Let me set this scene for you again:  This is beautiful weekday summer morning. It's not early, it's 11am. I parked in a lot where other people park to walk this trail. You drive through neighborhoods to get there. I can hear a baseball game off in the distance, and the din of a highway a little beyond that. I walk there because it's close to home. I walk there because it is an oasis in the summer heat. The trails are shaded and quiet. You can bike or walk, or go into the woods where there are more trails. It's looped so every two miles you are back at the parking lot to get water or use the bathroom, and there are other paths off the loop if you want to do an out and back to get more distance. I love this place. I could let down my guard there, mostly. I'm always aware, as women are, but less so there. Yes, there are a lot of woods. But you see people. Lots of walkers, lots of dogs, and other runners who likely also like the shade and the 2 mile track. I'm sure other men have made me uncomfortable there, but that's not unusual for women. We deal with that all the time. This was different. I'll say that again: THIS. WAS. DIFFERENT. I am not skittish. I am 54 years old and I am well versed in what it means to be a woman in the world. I love that trail because it's not crowded. I love that trail because of the woods. But in that moment with no one around, the woods became dangerous. Was another walker or runner about to come around the corner? Maybe so. Did I want to take that chance? I take that chance all the time in life when a man makes me uncomfortable.
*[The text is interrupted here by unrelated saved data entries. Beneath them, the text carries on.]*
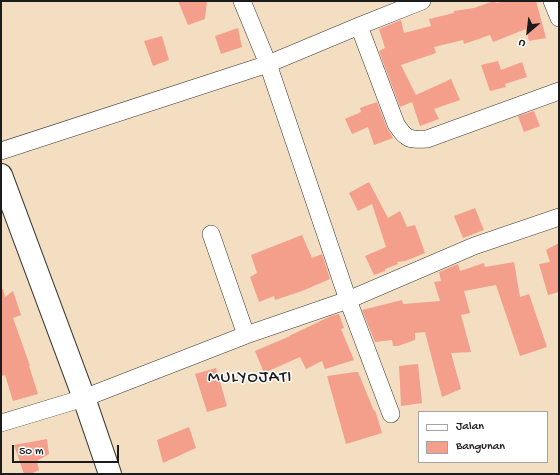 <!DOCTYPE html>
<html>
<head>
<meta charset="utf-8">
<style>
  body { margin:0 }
  #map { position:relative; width:560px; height:475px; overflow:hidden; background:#f3dec1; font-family:"Gochi Hand",sans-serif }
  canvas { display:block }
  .frame { position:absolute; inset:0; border:2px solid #1c1c1c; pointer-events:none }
  .legend { position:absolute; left:418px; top:411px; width:130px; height:52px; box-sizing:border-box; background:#fff; border:1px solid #a4a4a4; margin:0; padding:5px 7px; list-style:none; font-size:12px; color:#1c1c1c }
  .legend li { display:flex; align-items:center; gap:8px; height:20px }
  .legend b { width:20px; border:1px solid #a4a4a4 }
  .north { position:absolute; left:508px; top:12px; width:40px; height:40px; -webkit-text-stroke:3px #fff; paint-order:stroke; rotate:208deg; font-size:11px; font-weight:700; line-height:16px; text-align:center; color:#1c1c1c }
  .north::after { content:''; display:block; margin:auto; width:14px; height:18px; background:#1c1c1c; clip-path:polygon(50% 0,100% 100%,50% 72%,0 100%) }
  .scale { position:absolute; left:12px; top:445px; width:107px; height:18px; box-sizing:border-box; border:2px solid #1c1c1c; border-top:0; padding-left:5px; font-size:12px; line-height:14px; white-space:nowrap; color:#1c1c1c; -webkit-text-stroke:3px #fff; paint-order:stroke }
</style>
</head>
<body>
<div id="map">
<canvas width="560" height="475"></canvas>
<div class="frame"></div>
<ul class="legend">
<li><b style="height:5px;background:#fff"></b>Jalan</li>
<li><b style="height:11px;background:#f39f8c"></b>Bangunan</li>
</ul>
<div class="north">U</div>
<div class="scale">50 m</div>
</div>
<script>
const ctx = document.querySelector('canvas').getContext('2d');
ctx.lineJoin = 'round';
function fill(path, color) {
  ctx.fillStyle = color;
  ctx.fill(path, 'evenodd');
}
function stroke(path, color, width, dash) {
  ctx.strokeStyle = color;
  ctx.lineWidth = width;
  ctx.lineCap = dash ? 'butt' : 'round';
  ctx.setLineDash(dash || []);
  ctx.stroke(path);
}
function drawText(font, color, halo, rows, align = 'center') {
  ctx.font = font + ' "Gochi Hand",sans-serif';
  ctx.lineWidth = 3;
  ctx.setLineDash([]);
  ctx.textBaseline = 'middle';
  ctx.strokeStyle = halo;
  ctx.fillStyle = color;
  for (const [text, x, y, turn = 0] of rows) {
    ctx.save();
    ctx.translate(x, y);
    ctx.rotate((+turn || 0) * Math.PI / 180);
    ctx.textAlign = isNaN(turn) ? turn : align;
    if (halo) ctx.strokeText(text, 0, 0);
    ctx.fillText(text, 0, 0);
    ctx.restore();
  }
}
const building = new Path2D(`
  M178,1H207L205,19L188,25Z
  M493,1H495L496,3L507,1H536L546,38L529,41L526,29L493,42L490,35L464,44L463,40L434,47L436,53L401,65L416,95L451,79L460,100L434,109L439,119L420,126L412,102L400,107L379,51L385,48L379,29L401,20L404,33L431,26L429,19L454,13V11L474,8Z
  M238,28L242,47L221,54L215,36Z
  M162,36L169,60L153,66L144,41Z
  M498,61L501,70L522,62L527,77L505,84L506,87L490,91L481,65Z
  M377,102L387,128L393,138L374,145L368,127L352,134L345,119L361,112L360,108Z
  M534,111L540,126L524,132L518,116Z
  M369,182L388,218L400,211L407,227L415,225L425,253L405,261L397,262L398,264L385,269V271L374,275L365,256L386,247L372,204L358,211L349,193Z
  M475,208L484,230L463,238L454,216Z
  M302,235L312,258L322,254L330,279L302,291L275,300L274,296L259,302L250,277L257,273L251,255Z
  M559,243V292L548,295L539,264L550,262L546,250Z
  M514,262L520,297L529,294L547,347L520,356L496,285L464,291L470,313L461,315L471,352L451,353L461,389L442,397L425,332L415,333V340L398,346H393L392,340L375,342L362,310L402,300L403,304L440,301L434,282L441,281L439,272L458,264L460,271L484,263L485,267Z
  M1,289H3L5,297L13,291L21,315L13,318L30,366H29L38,394L13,401L5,375L1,376Z
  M339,314L344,328L341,329L354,360L325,369L322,361L306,369L300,357L264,373L255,351L290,336H289L331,316Z
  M418,364L422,403L401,406L400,384L399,366Z
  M216,368L227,406L207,412L195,374Z
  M355,372H358L374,411L375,410L382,433L346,444L327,376Z
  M189,427L196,448L163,463L157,440Z
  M47,439L49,454L37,461L39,470L31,474H24L14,445Z`);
const minor = new Path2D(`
  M242,1L268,64L348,300L391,414
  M552,1L559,18
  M359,26L396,124C406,140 410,140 427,139L559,91
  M1,151L268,64L359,26L422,1
  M211,234L246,335
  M1,423L84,398L246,335L348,300L474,246L559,217`);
const tertiary = new Path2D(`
  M1,175L84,398L110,474`);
const quarterNames = [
  ["MULYOJATI",250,378]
];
fill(building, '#f39f8c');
stroke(minor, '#3c3935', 18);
stroke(tertiary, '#3c3935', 24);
stroke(minor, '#fff', 17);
stroke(tertiary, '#fff', 22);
ctx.letterSpacing = '1px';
drawText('17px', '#1c1c1c', '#fff', quarterNames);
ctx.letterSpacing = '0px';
</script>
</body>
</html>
I have a be careful gauge that falls on a range from: almost imperceptible--I'm just going to the grocery store and I don't need to be on alert--to mid range awareness--I'm meeting a friend for dinner but it will be dark when we finish and I'll have to walk to my car--to full on chills through the body--I'm in danger, I have to get out of here. That's what this was. It almost never happens, but it's undeniable when it does. 
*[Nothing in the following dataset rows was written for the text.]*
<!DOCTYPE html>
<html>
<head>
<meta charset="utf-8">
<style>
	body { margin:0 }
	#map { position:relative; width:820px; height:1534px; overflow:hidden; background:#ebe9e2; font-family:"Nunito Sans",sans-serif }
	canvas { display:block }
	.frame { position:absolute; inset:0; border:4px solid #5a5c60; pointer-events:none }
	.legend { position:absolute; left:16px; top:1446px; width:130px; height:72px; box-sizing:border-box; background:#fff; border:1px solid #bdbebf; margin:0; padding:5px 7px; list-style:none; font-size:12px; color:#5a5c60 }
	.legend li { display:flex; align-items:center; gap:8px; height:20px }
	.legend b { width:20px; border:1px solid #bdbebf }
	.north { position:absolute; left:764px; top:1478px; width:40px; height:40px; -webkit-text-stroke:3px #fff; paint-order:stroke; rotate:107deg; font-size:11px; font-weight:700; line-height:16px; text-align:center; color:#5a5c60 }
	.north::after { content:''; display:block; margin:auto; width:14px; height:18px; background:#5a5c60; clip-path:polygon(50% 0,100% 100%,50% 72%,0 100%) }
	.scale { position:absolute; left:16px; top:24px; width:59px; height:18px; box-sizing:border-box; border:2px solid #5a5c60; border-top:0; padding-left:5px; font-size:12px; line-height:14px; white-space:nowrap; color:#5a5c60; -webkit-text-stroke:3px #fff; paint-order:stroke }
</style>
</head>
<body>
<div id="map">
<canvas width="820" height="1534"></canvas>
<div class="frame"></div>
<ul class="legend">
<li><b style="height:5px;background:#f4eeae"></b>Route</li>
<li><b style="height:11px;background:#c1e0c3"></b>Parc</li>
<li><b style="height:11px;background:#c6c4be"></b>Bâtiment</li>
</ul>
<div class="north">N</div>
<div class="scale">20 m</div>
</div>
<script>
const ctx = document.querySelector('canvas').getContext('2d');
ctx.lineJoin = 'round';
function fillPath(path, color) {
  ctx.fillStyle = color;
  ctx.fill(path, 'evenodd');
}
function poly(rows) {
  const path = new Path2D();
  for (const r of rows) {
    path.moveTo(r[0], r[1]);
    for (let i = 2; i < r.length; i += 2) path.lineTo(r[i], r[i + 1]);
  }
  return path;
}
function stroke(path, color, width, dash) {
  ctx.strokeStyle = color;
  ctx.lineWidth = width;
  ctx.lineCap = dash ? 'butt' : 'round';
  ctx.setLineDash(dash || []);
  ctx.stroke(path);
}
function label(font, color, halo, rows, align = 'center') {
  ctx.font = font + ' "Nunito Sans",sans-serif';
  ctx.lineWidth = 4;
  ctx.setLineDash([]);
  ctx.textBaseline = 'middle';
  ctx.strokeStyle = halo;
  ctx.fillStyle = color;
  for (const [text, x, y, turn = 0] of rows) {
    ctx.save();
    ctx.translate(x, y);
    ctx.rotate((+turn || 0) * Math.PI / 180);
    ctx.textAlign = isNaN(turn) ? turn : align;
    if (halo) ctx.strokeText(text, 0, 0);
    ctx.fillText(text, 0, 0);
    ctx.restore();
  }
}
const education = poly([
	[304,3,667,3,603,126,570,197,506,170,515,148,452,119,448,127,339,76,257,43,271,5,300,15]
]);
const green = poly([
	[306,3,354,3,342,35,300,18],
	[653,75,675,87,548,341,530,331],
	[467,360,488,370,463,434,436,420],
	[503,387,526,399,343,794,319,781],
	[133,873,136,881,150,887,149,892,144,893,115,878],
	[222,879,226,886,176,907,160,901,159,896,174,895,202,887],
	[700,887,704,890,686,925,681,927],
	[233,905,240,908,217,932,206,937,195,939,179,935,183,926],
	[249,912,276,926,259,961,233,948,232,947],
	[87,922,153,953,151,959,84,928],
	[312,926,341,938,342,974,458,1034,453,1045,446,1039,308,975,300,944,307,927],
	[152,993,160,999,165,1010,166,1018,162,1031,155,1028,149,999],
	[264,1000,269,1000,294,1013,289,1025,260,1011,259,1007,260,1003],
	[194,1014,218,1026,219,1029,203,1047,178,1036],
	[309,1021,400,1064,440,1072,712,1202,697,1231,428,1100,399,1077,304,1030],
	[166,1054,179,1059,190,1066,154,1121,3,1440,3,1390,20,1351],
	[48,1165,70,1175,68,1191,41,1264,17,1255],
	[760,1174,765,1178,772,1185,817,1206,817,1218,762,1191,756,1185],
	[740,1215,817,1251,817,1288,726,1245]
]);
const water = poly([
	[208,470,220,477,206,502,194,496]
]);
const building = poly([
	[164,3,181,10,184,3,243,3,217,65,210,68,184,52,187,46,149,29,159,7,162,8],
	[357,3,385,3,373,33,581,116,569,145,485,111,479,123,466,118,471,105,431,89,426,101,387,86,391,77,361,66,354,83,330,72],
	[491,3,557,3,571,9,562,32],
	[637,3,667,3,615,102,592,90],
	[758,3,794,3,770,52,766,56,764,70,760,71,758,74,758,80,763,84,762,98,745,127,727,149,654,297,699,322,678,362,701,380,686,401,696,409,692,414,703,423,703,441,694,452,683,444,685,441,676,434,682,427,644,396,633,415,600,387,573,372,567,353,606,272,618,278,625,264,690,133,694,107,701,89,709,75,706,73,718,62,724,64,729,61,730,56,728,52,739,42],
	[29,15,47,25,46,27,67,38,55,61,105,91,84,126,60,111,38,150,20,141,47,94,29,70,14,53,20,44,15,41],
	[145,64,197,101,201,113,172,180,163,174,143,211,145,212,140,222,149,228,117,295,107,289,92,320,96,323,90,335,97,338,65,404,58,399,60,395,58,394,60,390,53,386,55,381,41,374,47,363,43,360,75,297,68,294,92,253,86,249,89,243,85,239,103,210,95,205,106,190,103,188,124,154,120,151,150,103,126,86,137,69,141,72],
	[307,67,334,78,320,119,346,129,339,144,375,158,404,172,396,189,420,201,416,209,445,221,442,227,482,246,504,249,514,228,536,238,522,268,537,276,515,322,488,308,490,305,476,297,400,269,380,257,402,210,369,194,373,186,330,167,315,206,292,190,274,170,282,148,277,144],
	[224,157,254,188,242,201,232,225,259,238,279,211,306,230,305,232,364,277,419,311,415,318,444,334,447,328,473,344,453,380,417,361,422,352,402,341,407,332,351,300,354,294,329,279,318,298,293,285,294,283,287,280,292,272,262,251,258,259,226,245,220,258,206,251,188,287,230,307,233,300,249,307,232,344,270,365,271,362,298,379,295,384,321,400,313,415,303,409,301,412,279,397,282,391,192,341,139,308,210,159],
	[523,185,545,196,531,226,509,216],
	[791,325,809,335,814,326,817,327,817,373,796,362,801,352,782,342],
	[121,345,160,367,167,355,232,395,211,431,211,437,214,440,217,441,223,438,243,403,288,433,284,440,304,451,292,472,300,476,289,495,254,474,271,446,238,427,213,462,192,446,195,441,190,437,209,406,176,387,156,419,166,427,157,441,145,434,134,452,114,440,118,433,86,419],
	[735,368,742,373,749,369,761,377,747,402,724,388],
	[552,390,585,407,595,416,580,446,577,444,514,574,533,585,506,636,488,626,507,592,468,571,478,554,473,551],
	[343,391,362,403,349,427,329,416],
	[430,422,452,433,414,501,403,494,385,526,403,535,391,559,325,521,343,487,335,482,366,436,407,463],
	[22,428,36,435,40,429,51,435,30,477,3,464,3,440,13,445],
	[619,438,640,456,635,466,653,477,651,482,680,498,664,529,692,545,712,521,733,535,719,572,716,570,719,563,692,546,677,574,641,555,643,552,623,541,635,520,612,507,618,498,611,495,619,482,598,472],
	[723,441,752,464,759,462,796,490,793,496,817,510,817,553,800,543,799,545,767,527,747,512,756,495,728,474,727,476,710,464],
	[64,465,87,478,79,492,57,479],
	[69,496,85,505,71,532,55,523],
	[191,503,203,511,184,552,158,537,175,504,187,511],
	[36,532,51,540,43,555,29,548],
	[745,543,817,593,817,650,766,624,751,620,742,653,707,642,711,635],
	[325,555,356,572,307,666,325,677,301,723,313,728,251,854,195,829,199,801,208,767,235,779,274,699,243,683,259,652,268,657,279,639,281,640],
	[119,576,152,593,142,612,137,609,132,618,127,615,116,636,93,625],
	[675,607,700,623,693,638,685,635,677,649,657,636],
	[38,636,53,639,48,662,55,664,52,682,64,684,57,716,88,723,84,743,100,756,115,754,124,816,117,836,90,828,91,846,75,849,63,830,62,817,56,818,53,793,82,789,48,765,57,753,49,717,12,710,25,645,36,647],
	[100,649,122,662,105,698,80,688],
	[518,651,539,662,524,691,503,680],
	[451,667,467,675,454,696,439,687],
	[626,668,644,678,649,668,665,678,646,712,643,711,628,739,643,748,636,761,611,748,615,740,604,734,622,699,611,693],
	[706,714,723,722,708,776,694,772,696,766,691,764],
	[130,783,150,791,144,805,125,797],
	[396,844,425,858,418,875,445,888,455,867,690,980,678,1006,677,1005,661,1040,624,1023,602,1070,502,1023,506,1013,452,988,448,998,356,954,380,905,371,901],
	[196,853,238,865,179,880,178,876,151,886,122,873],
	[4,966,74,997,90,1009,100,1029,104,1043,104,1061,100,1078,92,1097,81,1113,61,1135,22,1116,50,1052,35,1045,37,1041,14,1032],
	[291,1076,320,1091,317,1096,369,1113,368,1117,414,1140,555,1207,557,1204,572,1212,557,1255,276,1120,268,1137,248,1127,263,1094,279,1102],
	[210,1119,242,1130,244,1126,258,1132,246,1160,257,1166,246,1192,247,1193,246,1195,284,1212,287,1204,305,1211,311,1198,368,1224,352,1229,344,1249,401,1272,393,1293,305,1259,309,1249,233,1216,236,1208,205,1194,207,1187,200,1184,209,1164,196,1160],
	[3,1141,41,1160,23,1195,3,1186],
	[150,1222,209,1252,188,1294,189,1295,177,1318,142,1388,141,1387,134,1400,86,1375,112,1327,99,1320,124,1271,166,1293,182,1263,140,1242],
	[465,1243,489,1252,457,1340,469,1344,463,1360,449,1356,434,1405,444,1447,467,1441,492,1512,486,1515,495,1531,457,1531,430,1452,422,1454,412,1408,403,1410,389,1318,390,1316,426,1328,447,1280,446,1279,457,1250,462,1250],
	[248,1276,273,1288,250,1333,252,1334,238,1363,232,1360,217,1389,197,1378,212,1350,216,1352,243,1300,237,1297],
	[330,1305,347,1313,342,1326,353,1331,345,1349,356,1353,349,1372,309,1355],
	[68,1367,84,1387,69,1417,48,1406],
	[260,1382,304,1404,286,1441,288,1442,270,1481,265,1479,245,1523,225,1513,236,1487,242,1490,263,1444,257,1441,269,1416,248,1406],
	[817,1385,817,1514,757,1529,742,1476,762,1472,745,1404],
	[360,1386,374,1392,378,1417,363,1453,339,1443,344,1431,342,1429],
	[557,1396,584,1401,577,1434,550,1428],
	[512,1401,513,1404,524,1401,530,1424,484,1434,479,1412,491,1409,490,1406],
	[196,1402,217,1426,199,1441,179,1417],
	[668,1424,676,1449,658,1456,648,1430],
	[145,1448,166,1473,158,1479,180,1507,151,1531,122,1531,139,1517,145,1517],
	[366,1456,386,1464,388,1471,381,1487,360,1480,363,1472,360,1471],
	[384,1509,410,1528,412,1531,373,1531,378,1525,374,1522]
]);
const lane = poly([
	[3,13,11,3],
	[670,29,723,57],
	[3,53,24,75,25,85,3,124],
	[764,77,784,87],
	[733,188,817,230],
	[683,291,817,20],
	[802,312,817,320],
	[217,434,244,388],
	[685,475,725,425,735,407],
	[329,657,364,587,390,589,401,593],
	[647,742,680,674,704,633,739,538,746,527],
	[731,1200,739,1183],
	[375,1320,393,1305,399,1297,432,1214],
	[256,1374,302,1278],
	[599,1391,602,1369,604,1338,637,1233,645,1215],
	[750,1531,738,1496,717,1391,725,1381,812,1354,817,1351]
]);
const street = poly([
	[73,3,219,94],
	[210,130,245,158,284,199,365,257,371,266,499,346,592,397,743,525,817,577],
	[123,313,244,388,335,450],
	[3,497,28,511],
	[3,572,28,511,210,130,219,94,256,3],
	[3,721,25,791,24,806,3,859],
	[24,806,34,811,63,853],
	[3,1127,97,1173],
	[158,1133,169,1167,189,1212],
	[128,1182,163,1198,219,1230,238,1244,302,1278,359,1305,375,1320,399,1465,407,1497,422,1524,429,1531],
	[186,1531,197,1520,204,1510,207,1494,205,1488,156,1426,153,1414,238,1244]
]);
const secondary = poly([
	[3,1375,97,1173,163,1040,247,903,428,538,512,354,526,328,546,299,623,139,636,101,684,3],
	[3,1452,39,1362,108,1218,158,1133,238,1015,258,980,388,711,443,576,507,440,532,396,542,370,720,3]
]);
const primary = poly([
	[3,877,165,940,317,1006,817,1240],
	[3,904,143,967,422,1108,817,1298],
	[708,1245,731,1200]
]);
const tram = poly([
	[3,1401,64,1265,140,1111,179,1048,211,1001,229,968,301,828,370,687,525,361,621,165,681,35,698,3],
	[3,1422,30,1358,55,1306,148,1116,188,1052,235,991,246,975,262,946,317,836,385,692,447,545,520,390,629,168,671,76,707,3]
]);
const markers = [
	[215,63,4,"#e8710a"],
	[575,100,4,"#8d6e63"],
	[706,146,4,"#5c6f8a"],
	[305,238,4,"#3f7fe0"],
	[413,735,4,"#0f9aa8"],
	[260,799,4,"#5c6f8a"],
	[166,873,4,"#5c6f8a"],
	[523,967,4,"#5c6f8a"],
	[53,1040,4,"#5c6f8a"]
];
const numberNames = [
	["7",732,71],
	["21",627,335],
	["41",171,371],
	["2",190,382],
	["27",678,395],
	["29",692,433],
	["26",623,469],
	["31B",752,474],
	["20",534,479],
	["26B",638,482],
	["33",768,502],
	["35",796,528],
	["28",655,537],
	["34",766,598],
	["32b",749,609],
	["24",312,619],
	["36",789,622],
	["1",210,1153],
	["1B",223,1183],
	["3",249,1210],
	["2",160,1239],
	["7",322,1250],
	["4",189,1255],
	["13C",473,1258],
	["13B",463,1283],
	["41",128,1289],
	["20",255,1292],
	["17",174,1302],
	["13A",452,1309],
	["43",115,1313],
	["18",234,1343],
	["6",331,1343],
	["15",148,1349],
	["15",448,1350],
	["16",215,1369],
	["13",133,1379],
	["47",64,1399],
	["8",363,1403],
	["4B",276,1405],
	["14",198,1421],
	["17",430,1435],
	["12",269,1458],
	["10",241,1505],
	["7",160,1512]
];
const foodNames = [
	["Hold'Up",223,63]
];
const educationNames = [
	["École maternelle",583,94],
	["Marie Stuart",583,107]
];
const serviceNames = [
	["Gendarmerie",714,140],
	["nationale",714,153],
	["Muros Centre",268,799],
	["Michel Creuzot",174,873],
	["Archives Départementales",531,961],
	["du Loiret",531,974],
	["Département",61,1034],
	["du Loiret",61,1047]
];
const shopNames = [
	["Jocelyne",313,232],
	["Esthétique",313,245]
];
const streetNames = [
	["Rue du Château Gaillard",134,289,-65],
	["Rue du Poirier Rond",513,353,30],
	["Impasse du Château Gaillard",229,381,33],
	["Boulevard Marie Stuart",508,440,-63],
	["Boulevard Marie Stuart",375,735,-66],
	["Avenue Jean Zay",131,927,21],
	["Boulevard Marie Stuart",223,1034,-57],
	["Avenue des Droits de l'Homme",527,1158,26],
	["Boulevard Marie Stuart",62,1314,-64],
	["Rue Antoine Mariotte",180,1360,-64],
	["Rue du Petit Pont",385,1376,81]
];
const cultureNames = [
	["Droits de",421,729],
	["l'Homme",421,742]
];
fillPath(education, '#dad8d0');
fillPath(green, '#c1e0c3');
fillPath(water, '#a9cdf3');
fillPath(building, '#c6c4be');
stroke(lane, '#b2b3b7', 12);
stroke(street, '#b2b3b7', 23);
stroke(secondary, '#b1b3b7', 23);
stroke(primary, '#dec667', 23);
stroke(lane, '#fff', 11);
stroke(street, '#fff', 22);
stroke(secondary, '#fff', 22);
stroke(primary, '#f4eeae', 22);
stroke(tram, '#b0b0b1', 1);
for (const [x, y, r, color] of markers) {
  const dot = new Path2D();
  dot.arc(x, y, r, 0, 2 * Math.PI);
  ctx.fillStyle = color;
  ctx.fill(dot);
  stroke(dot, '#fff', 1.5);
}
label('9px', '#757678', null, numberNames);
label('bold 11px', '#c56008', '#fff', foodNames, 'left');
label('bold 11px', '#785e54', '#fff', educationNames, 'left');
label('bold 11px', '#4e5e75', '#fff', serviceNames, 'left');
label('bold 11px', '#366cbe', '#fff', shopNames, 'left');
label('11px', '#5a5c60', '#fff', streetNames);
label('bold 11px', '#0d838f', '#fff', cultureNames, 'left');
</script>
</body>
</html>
When my daughter was growing up I use to tell her that you get to believe yourself when something feels off. You don't need to stick around to find out if you were right or not--you don't need to stick around to see if things are going to go south. Just trust your radar. In the end, our world expands and our freedom comes from knowing we have a radar, it's working, and we can trust it. 

This incident really kicked me off my game, and do you know why? Because my guard was down. And I put it down. On purpose. I go to that specific place when I don't want to have to think about my surroundings. I go to that place when I want to run with headphones. I go to that place so I don't have to carry my phone. I run and hike on lots of trails, trails way more secluded than this urban trail. But I'm prepared when I go to those trails: no headphones, I carry my phone, I think about the time of day, and someone knows where I am. I have water and I have fuel if it's a longer run or walk. But mostly, I'm mentally prepared. This Thursday morning walk? It was supposed to be like a trip to the grocery store. Did he intend to do me harm? I don't know. Does the hair on the back of my neck stand up every time I pass a man on a trail? NO, IT DOES NOT. 

I know it was random. I still go out and walk and run on trails, and I'll continue to do so. In fact, I think that's where most of my next era of running is headed. But I haven't gone back to that trail. It makes no reasonable sense, but tell that to my full body alert system.

I'm not sure what the point of this story is beyond just telling it. And maybe for the reminder that women are resilient, much more than we get credit for. This is part of our daily life. We live with it and deliver good mothering, good friendship, and good citizenry. We go on anyway, in spite of it. We can still be creative, and kind, and brave. And we can be righteously mad about it.